Napoli, qui arrivait en tant que deuxième du classement italien, a offert une prestation digne d’un touriste perdu dans le métro londonien : beaucoup de possession (environ 65 %), une pluie de tirs lointains (plus de dix tentatives) mais une précision qui ferait passer un tir au but pour un chef‑d’œuvre d’abstraction. Les Azzurri ont confondu « pressing » avec « course aveugle », laissant les espaces que Arsenal a exploités avec la froideur d’un comptable qui vérifie ses comptes après une nuit de folie.
Du côté des Gunners, troisième de Premier League avant le coup d’envoi, la statistique qui parle est celle de l’efficacité : 35 % de possession, seulement quatre tirs cadrés, mais un but qui vaut de l’or. L’axe défensive formé par William Saliba et Gabriel Magalhães a tenu le coup comme un mur de béton devant une vague de pizza napolitaine, tandis que Martin Ødegaard a distribué les ballons avec la sagesse d’un vieux sage qui sait que, parfois, moins c’est plus.

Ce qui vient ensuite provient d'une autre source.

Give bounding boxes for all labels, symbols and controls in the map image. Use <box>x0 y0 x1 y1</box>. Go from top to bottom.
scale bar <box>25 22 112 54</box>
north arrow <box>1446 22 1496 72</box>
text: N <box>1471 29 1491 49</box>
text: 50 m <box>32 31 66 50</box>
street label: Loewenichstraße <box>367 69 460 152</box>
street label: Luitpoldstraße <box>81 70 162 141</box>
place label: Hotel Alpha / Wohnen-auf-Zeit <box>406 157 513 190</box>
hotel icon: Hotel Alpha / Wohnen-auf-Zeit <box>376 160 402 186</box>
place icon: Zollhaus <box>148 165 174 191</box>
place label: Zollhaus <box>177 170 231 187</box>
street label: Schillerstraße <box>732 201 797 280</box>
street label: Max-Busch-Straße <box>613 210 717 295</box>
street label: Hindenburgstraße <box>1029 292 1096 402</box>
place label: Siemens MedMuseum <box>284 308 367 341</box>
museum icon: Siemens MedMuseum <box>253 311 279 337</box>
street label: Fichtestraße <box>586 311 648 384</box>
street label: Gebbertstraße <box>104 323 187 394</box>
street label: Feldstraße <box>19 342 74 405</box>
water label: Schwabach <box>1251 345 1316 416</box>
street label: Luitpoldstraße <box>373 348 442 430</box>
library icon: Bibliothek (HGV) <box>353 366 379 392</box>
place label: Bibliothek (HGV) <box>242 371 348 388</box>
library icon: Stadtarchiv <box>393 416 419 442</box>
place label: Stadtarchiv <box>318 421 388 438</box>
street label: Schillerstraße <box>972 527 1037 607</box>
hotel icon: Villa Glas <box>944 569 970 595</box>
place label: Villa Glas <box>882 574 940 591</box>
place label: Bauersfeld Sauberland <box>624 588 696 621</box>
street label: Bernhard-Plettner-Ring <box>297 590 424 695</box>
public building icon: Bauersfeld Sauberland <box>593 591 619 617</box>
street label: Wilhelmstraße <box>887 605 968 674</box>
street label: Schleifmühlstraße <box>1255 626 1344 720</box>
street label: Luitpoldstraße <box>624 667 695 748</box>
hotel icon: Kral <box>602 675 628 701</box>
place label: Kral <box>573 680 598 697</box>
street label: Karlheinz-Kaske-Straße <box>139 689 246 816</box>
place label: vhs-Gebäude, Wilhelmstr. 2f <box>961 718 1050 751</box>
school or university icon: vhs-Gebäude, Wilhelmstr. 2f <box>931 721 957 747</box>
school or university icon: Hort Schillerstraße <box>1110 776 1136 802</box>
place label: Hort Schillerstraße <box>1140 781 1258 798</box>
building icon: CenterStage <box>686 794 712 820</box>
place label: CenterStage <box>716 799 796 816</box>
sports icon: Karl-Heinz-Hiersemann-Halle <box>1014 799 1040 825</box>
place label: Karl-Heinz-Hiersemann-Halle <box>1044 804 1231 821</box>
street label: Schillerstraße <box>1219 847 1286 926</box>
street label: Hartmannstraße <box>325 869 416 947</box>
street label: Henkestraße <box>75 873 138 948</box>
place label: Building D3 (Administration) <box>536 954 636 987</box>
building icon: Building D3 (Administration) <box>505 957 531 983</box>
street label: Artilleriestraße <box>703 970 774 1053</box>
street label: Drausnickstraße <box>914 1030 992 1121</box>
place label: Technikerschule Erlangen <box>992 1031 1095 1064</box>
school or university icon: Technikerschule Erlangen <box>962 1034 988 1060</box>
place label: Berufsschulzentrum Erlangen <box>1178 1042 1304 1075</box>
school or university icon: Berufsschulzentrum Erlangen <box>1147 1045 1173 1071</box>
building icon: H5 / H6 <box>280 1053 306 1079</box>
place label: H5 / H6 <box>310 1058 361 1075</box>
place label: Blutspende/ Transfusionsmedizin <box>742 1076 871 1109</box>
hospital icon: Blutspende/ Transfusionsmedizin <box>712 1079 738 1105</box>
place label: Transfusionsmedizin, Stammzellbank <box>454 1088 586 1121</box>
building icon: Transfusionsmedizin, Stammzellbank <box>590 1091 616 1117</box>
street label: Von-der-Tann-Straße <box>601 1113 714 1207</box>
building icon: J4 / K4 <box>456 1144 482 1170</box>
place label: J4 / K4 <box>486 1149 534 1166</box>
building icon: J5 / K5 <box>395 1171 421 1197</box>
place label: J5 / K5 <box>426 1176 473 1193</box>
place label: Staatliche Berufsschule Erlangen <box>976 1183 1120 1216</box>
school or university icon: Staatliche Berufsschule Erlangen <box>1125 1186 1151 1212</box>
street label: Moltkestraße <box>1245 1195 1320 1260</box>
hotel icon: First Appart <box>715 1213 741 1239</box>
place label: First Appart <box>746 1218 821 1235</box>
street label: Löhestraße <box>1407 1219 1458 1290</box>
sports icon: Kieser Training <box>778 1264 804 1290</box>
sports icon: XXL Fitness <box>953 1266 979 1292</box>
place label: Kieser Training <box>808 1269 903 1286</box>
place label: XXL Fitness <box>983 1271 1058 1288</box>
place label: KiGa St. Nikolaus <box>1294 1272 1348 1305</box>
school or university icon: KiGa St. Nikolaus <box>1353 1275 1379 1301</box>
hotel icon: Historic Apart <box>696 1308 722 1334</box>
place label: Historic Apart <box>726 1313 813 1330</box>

Ce résultat propulse Arsenal à la deuxième place du groupe avec neuf points, laissant Napoli troisième avec six unités et compliquant sérieusement la course à la qualification pour les huitièmes de finale. Une victoire qui, au-delà des chiffres, envoie un message clair : en Ligue des Champions, l’efficacité l’emporte sur la belle possession, et les Italiens devront rapidement repenser leur approche s’ils veulent éviter de finir la phase de groupes en tant que simples figurants.
En somme, Arsenal a montré qu’un but bien placé vaut mieux qu’une douzaine de tirs hors cadre, tandis que Napoli devra expliquer à ses tifosi pourquoi dominer le ballon ne suffit pas quand on oublie de mettre le ballon au fond. Une leçon d’humilité, servie avec un brin de sarcasme et une bonne dose de réalité.